Думал взять такси, но увидел чудовищную очередь, ужаснулся и махнул на излишнюю роскошь, побрел к автобусу. Втиснуться в салон автобуса не сумел (машину осаждала плотная, монолитная толпа), пожал плечами и побрел пешком до другой остановки. Двигался машинально, бездумно глядя перед собой, и оттого не заметил паркующийся у тротуара автомобиль и открывающуюся дверцу, выходящего из автомобиля мужчину и поэтому ткнулся неожиданно в его спину.

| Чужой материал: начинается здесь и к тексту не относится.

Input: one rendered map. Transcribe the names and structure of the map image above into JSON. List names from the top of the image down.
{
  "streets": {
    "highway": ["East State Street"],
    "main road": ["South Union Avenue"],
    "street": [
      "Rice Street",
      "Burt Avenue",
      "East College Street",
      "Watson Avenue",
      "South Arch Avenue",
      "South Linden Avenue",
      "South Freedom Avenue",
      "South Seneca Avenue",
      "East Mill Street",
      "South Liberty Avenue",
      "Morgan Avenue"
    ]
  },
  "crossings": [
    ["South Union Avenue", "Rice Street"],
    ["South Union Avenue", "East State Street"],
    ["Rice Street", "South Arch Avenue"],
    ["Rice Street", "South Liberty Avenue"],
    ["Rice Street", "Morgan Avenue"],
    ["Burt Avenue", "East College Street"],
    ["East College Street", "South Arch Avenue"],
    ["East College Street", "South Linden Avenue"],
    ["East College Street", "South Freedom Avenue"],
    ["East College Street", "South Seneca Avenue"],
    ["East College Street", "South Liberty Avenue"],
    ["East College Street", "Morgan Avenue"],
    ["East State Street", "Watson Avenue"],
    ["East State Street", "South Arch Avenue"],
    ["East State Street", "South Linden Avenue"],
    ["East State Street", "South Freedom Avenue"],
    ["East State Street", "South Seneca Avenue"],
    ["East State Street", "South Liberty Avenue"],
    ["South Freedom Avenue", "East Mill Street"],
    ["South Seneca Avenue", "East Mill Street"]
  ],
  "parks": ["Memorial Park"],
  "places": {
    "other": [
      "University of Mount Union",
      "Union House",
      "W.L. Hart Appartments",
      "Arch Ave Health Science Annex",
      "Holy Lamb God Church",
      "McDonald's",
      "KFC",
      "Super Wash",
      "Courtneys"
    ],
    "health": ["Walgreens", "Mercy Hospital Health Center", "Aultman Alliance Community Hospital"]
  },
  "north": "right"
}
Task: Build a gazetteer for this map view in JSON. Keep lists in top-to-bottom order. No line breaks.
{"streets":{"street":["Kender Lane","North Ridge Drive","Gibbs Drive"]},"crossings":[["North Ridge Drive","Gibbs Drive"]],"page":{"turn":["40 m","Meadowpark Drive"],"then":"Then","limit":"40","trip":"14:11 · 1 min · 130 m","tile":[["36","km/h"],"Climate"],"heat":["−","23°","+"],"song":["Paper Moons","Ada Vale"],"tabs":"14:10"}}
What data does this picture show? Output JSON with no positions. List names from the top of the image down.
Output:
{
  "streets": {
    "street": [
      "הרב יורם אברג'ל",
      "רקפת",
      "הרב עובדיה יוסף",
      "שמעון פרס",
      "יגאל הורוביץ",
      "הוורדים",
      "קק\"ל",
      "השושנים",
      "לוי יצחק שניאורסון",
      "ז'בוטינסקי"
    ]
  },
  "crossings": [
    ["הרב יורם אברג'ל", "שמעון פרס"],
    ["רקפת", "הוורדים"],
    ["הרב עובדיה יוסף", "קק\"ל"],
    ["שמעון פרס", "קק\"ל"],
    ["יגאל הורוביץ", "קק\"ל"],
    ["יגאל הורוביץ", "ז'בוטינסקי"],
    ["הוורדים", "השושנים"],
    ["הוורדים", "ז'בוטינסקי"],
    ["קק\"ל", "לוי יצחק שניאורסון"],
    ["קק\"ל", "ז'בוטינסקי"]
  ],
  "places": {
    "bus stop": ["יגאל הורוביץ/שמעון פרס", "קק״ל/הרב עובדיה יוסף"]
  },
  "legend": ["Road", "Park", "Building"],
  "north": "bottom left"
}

Чертыхнулся, хотел сказать что-нибудь не очень лестное, но когда тот повернулся, разом забыл придуманные слова. Спорыхин-старший смотрел на него пристально и изучающе. Вадим подался назад, потом ступил вбок и оттянул лацканы пиджака, ловчее усаживая его на себе. Но в глаза Спорыхину глядеть не переставал, держал его взгляд. Лишь несколько секунд, как и тогда во дворе, всматривались они друг в друга, а потом отвели одновременно глаза и разошлись, каждый в свою сторону.

Пока проделывал неблизкий до дома путь (все-таки на автобусе, вытянувшись в струнку и затаив дыхание, а потом пешком), непрестанно лицо Спорыхина-старшего перед ним маячило, растянутое тонкой улыбочкой, холеное, словно умело выстиранное, отглаженное. Острые, с морозцем серые глаза его рассматривали Вадима в упор, не мигая, и мешали сосредоточиться, мешали выстроиться стройно мыслям, чтоб подвели они его к догадке, еще укрытой, пока клубящейся ватной пеленой, но пелена та рассеиваться уже начала, и едва видимые бреши в ней появились, и можно было что-то очень знакомое в них разглядеть, но если только очень-очень внимательно и долго приглядываться. А вот этого Вадиму никак и не удавалось.

У дома, у подъезда уже, с усилием отогнал он от себя это дурацкое болезненное видение, разумно сказав себе, что сейчас уже все равно, докопается он до сути или нет. Скоро он все узнает, ему расскажут, если не все расскажут, то хоть немного, а остальное он сам домыслит.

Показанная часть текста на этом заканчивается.